▸ **Exercise**
Find the lines below holding the word "linecap" and copy each of them.

▸ **Data provided**
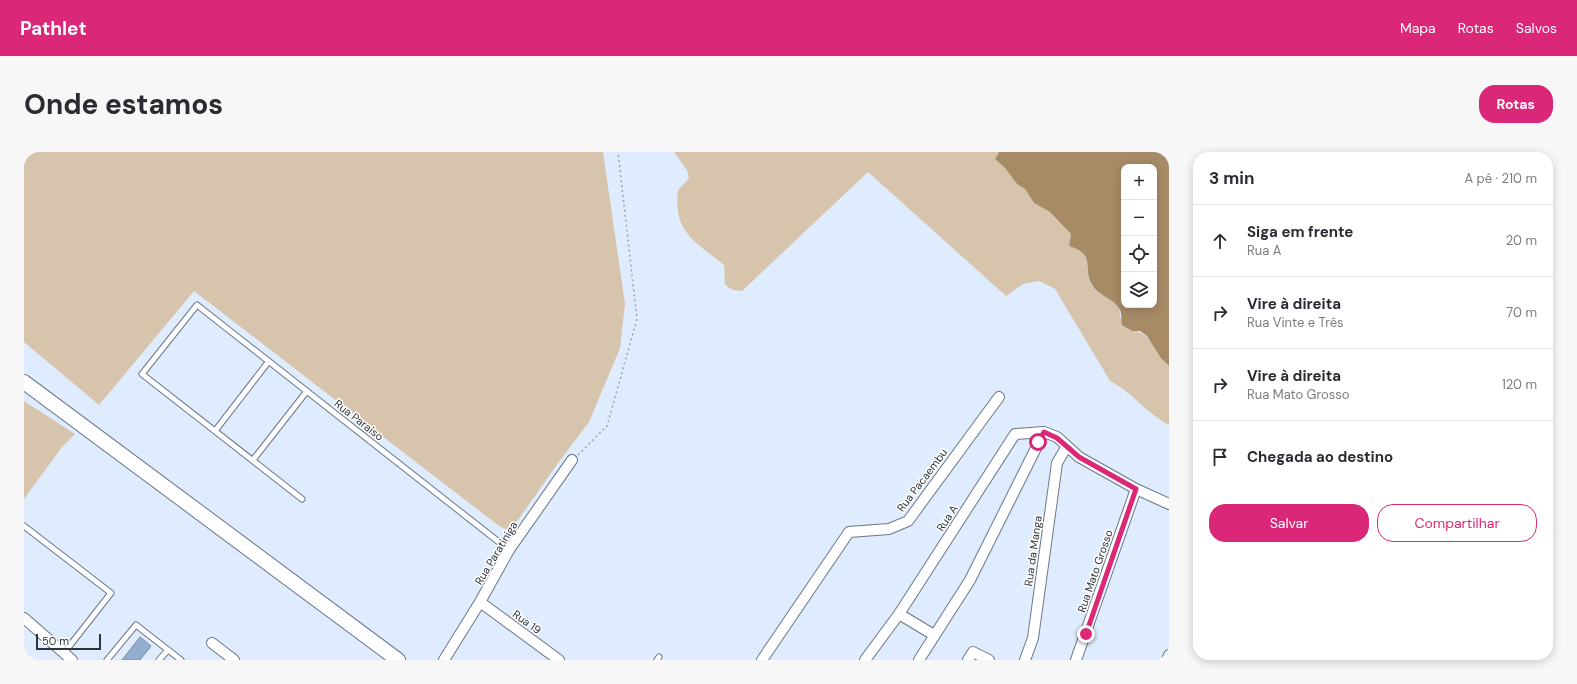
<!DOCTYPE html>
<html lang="pt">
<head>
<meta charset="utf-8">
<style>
	:root { --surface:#fff; --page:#f7f7f7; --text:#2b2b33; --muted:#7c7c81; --line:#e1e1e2; --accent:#db2777 }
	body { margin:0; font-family:"DM Sans",sans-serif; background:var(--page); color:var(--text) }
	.controls { position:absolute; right:12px; top:12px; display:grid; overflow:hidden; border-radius:8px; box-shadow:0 2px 10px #0003 }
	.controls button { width:36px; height:36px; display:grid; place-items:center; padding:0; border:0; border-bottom:1px solid var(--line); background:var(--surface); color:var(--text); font:20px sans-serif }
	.scale { position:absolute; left:12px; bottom:10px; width:65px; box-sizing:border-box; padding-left:4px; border:2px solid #2e343c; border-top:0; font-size:11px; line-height:14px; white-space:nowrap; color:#2e343c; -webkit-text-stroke:3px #fff; paint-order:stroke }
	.stop { position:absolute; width:12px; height:12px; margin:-9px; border:3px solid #db2777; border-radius:50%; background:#fff }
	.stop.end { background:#db2777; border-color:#fff; box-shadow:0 1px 4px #0008 }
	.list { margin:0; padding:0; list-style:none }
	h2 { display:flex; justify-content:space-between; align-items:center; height:52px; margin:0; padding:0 16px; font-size:17px }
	h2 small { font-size:13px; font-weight:400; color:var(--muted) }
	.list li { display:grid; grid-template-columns:26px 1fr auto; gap:12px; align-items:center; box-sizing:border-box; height:72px; padding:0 16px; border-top:1px solid var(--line) }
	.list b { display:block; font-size:15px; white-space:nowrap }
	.list p { margin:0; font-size:13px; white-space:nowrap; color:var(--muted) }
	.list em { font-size:13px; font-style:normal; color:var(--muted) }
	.actions { display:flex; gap:8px; padding:12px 16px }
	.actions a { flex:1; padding:9px 0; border:1px solid var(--accent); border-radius:16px; text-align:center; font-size:14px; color:var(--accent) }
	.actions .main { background:var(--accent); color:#fff }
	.icon { flex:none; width:22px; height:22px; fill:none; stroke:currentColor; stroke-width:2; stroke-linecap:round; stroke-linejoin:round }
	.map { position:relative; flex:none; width:1145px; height:508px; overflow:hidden; border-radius:16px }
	header { display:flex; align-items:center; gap:24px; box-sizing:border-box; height:56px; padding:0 20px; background:var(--accent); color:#fff }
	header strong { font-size:19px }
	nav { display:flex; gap:22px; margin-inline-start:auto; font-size:14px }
	.intro { display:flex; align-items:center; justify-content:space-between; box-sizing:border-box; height:96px; padding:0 24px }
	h1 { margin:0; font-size:28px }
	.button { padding:10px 18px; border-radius:16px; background:var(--accent); color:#fff; font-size:14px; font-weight:700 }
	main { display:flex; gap:24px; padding:0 24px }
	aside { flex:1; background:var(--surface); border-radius:16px; box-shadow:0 2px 10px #0003 }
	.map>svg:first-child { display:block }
	.green { fill:#d7c4ad }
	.water { fill:#a78b67; fill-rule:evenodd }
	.building { fill:#94aed3; stroke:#7a889c }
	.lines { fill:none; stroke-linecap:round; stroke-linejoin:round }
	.lane-casing { stroke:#69778a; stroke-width:7 }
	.street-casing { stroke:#69778a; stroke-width:12 }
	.secondary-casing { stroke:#69778a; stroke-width:16 }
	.path { stroke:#9aa4b2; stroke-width:1.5; stroke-dasharray:2 3; stroke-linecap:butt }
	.lane { stroke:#fff; stroke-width:5 }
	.street { stroke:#fff; stroke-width:10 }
	.secondary { stroke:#fff; stroke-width:14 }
	.route { stroke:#db2777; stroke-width:5 }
	.labels { text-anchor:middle; stroke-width:3; stroke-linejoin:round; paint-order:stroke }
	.street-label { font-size:11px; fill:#2e343c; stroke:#fff }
</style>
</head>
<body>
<header>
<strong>Pathlet</strong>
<nav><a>Mapa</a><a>Rotas</a><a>Salvos</a></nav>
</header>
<div class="intro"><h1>Onde estamos</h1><a class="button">Rotas</a></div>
<main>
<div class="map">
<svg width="1145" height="508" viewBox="0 0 1145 508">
	<rect width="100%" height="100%" fill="#dfecfe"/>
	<path class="green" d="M0,0H579L601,152L596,196L565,270L534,311L494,368L484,378L475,374L170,139L75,253L0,190Z
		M650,0H975L971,7L981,16L993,32L1001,37L1010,51L1026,60L1047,82L1045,94C1074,104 1057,116 1068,134C1076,146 1098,148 1096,165L1108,179C1127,179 1133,202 1145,214V273C1123,262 1108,240 1086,229L1031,137L1015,129L999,132L982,144L844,20L718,139L709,138L701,133L700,113C671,89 649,81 654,38L665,26L663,18Z
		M0,249L51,282L38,295L0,347Z"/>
	<path class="water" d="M975,0H1145V214L1137,206L1123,184L1116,179H1108L1098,173C1097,168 1098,162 1096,158C1090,146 1074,144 1068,133C1058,115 1073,103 1045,94L1047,82L1026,60L1010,51L1001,37L993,32L981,16L971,7ZM1100,15H1130V153H1100Z"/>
	<path class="building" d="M116,485L127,494L116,508H98Z"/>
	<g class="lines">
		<g class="lane-casing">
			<path id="lane" d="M191,279L245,209
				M229,308L283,239
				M278,347L118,222L173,153L485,398
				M0,374L87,441L40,501
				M83,508L112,473L157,508
				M135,508L144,498
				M633,508L635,505"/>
		</g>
		<g class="street-casing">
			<path id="street" d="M456,450L535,508
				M875,462L910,483
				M0,466L48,508
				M188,491L210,508
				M420,508L456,450L485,398L548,308
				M738,508L825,380L865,377L884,369L975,245
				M841,508L875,462L991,282L1020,280L1033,285L1055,305L1112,337L1145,352
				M895,508L946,428L1020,280
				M944,508L949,500L965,508
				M1001,508L1009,486L1033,311L1043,294
				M1052,508L1112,337
				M1143,508L1145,503"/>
		</g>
		<g class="secondary-casing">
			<path id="secondary" d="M0,230L374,508"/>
		</g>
		<path class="path" d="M554,303L583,274L613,167L594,0"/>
		<use href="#lane" class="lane"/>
		<use href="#street" class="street"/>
		<use href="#secondary" class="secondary"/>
	</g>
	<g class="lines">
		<path class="route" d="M1014,290L1020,280L1033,286L1055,305L1112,337L1062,482"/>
	</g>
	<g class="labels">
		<g class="street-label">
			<text transform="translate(335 268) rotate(38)" y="4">Rua Paraiso</text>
			<text transform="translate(898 328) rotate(-53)" y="4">Rua Pacaembu</text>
			<text transform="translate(923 366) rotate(-57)" y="4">Rua A</text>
			<text transform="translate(1009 399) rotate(-82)" y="4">Rua da Manga</text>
			<text transform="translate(472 401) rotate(-59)" y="4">Rua Paratiniga</text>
			<text transform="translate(1071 419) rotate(-71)" y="4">Rua Mato Grosso</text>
			<text transform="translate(503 470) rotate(36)" y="4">Rua 19</text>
		</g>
	</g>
</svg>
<div class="controls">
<button>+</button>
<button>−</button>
<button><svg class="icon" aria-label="locate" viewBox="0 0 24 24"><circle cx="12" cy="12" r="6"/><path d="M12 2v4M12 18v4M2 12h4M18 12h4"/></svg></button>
<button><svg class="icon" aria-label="layers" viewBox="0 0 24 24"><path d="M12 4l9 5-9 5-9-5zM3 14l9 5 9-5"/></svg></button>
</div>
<div class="scale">50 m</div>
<div class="stop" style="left:1014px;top:290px"></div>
<div class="stop end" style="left:1062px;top:482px"></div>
</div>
<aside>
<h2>3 min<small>A pé · 210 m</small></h2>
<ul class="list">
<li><svg class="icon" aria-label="ahead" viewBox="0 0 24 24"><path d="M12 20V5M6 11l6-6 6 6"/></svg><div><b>Siga em frente</b><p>Rua A</p></div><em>20 m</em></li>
<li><svg class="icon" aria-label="right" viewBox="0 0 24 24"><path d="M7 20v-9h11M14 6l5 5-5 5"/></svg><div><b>Vire à direita</b><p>Rua Vinte e Três</p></div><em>70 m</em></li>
<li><svg class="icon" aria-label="right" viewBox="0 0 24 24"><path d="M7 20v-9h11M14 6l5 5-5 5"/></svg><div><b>Vire à direita</b><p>Rua Mato Grosso</p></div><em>120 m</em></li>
<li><svg class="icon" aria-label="arrive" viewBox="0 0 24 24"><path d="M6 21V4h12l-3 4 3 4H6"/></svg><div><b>Chegada ao destino</b></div></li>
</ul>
<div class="actions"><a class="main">Salvar</a><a>Compartilhar</a></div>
</aside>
</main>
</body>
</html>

▸ **Task output**
	.icon { flex:none; width:22px; height:22px; fill:none; stroke:currentColor; stroke-width:2; stroke-linecap:round; stroke-linejoin:round }
	.lines { fill:none; stroke-linecap:round; stroke-linejoin:round }
	.path { stroke:#9aa4b2; stroke-width:1.5; stroke-dasharray:2 3; stroke-linecap:butt }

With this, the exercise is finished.